However, practical Li–CO₂ batteries usually present discharge voltages of around 2.5 V, sometimes even lower than 2.0 V in previous reports^21,22,23. Generally, the quality of electrical energy is determined by the voltage supplied. An output voltage lower than 3.0 V leads to a low-quality electrical energy²⁴. Obviously, the actual output voltage of Li–CO₂ batteries is far lower than the theoretical value which is not high enough. Apart from the thermodynamic information of the reaction, the voltage that the battery can provide depends on the catalytic activity of catalysts and the transport properties of charge and mass in bulk and between phase boundaries.

On this basis, much efforts on solid catalysts have been exerted in raising the discharge voltage and reducing the charge voltage. The reported catalysts include carbon allotropes^25,26, noble metals^26,27,28, and transition metal oxides^29,30. Although they can remarkably reduce the charging overpotential, they have minimal effect in increasing the discharge voltage. It should be explained here that the catalytic characteristics of solid catalysts bring the difficulty of raising battery discharge voltage. As illustrated in Fig. 1a, four phases are involved in the electrochemical reduction of CO₂. Specifically, three solid phases contain solid catalysts, Li₂CO₃, and carbon on the cathode surface. The liquid phase includes Li ions and dissolved CO₂ in electrolyte. CO₂ reduction during discharge occurs at the catalyst/electrolyte interface. The effect of catalytic reaction partially depends on the catalytic surface area of the solid catalyst particles on which CO₂ is reduced. The sluggish kinetics of charge-transfer and mass-transport across multiphase interfaces aggravate the large voltage hysteresis. What’s more, active sites of solid catalysts are occupied by insulating and insoluble Li₂CO₃ products, leading to their invalidation^31,32.
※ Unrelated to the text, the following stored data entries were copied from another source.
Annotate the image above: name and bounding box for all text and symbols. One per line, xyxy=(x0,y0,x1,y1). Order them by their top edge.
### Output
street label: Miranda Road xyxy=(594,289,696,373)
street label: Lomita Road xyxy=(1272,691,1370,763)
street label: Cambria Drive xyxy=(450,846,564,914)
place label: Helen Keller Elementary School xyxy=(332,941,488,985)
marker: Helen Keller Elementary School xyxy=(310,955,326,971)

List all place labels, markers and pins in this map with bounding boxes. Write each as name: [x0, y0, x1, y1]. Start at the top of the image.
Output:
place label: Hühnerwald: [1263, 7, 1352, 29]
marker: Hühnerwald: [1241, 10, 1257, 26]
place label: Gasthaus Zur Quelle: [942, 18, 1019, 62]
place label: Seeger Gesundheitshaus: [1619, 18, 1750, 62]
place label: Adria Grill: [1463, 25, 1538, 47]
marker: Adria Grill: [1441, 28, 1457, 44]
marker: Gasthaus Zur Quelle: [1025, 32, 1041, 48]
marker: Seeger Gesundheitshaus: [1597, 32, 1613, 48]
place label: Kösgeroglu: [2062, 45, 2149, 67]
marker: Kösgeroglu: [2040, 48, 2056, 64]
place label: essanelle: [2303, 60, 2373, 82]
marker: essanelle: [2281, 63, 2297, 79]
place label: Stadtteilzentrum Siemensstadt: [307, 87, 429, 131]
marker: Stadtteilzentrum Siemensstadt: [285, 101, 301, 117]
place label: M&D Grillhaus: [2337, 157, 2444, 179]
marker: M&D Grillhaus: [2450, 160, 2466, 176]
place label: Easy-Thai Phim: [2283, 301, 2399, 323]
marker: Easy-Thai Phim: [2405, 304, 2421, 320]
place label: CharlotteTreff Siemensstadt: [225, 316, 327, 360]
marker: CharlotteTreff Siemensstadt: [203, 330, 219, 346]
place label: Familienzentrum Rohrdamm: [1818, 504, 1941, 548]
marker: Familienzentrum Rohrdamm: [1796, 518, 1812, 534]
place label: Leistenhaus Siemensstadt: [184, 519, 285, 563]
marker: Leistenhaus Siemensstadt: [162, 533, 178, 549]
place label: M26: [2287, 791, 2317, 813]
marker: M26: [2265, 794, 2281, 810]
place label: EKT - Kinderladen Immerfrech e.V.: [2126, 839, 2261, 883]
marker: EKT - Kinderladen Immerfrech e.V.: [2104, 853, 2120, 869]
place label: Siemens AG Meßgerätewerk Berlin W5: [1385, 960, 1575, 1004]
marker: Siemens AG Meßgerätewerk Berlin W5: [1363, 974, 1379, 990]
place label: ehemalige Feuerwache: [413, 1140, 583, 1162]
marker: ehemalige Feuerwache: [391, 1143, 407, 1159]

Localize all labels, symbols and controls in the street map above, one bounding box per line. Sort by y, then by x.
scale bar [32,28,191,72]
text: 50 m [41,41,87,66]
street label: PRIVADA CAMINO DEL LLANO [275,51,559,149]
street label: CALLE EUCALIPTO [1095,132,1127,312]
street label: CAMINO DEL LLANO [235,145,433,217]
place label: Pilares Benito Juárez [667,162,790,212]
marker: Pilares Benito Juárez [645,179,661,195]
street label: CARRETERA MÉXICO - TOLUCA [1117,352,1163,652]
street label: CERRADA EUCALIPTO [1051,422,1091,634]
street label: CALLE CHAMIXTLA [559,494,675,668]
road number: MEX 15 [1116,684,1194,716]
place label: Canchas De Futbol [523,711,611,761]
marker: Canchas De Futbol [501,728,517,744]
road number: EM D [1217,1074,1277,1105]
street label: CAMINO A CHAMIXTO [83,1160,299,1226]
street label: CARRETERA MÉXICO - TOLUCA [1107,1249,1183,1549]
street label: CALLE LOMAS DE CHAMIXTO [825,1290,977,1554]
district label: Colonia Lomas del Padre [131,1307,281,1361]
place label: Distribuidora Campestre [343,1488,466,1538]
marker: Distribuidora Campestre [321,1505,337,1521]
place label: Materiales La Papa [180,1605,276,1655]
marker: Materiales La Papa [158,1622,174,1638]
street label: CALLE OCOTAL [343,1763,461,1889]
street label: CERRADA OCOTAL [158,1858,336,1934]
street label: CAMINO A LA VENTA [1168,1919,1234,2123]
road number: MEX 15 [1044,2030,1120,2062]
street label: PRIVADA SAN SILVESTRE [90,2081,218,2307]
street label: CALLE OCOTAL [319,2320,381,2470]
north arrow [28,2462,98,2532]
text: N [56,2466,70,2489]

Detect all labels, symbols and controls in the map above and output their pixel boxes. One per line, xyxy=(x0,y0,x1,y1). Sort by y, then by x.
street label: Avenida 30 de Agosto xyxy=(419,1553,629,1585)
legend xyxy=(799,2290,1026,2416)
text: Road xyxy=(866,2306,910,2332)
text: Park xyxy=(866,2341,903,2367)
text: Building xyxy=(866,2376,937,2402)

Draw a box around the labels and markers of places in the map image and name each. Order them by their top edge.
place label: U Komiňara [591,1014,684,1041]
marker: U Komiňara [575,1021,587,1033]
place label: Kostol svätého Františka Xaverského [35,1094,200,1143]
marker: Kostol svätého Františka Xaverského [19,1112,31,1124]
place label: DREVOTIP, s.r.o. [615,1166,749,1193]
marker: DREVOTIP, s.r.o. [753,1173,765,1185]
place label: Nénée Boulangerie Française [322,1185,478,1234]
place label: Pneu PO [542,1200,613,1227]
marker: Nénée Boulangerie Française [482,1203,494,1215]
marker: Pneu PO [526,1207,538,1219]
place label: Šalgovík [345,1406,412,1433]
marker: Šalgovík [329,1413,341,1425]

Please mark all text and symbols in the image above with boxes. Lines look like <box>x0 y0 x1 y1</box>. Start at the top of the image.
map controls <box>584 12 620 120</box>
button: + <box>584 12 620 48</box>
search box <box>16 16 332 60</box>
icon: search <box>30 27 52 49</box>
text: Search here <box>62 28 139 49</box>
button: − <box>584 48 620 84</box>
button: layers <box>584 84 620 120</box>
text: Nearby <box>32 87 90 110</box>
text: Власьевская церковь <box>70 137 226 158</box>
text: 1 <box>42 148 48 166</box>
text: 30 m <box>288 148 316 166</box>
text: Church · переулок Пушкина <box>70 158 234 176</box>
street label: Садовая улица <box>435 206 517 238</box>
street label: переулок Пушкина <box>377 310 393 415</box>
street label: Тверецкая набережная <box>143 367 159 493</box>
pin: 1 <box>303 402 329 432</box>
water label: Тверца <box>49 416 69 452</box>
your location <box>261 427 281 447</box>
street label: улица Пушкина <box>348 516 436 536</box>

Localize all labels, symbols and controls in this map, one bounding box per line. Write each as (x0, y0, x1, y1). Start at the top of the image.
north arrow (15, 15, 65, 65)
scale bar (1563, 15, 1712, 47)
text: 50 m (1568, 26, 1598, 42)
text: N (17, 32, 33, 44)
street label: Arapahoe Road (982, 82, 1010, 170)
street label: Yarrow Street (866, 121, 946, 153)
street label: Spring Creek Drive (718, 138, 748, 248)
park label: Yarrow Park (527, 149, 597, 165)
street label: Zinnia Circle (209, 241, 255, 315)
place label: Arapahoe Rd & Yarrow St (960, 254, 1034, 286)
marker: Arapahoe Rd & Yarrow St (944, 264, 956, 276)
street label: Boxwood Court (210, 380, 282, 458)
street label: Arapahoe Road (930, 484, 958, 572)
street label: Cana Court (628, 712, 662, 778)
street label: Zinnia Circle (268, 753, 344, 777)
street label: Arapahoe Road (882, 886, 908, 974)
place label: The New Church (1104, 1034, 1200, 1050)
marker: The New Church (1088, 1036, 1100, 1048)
Fig. 1: Schematic comparison of solid catalysts-mediated and liquid catalysts-mediated discharge reactions in Li–CO₂ batteries.

a In the presence of solid catalysts, CO₂ is reduced to carbon and Li₂CO₃. Four phases are involved, including three solid phases on the cathode surface (solid catalysts, Li₂CO₃, and carbon) and liquid electrolyte. With the use of liquid catalysts, RM molecules capture dissolved CO₂ in electrolyte, and then the formed RM–CO₂ species are reduced to corresponding products and original RM. Here, the products are Li₂C₂O₄. Only two phases, namely solid products and species in liquid electrolyte, are involved. b Discharge voltage of the battery using liquid catalyst depends on the redox potential of RM/RM⁺ couple. This condition allows to adjust the output voltage from 2.80 V (CO₂-to-Li₂CO₃ conversion) to above 3.0 V by selecting and designing RM molecules.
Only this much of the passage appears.